Global

Details

  • Service: Tax, International Corporate Tax, Global Indirect Tax, Mergers & Acquisitions, Global Compliance Management Services
  • Type: Regulatory update
  • Date: 1/24/2013

Vietnam - Corporate tax, VAT incentives for investment projects 

January 24:   Guidance from Vietnam’s tax authorities addresses tax incentives concerning certain investment projects.

Corporate income tax incentives

Concerning corporate income tax incentives, if a company had been established in 2006 and its investment project was approved by official letter also in 2006, but the company did not obtain its investment certificate until 2009, the project would be considered to be an investment expansion and as such would not be entitled to the corporate income tax incentives available for certain newly established enterprises.

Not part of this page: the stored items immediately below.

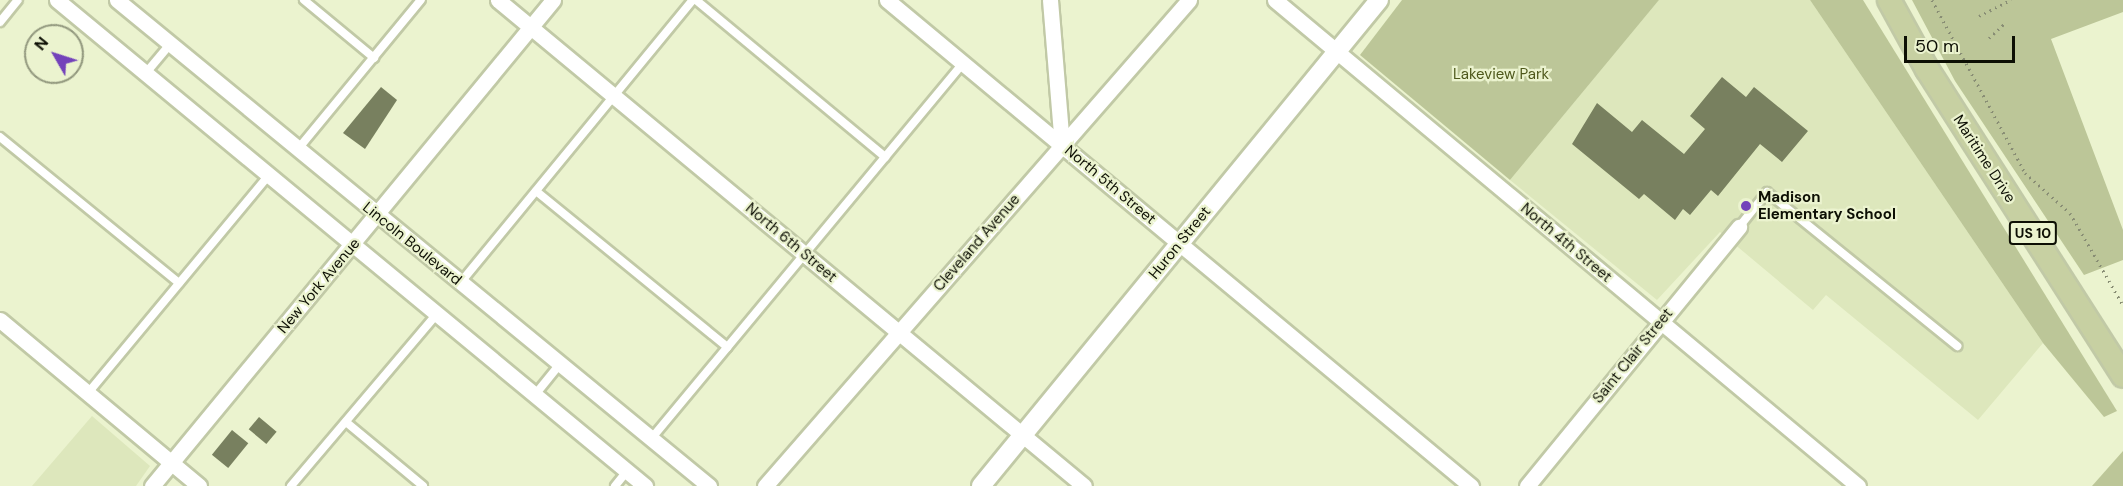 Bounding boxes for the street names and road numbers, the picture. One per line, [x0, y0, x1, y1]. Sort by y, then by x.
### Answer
street label: Maritime Drive [1949, 112, 2019, 206]
street label: North 5th Street [1061, 142, 1159, 228]
street label: Cleveland Avenue [930, 191, 1024, 295]
street label: Lincoln Boulevard [359, 199, 465, 289]
street label: North 6th Street [742, 200, 840, 286]
street label: North 4th Street [1517, 200, 1615, 286]
street label: Huron Street [1145, 203, 1215, 283]
road number: US 10 [2008, 222, 2058, 244]
street label: New York Avenue [274, 235, 364, 337]
street label: Saint Clair Street [1589, 305, 1677, 407]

Also, if an investment project was in the “pre-operating stage” and, before becoming operational, was cancelled due to changes in the investor’s business plan, expenses incurred during the pre-operating stage would not be deductable.

VAT incentives

Similarly, if an investment project was in the “pre-operating stage” and, before becoming operational, was cancelled due to changes in the investor’s business plan and there was no output value added tax (VAT) from the project, input VAT with respect to expenses incurred for the project are not refundable.


Read a January 2013 report [PDF 405 KB] prepared by the KPMG member firm in Vietnam: Technical Update (January 2013)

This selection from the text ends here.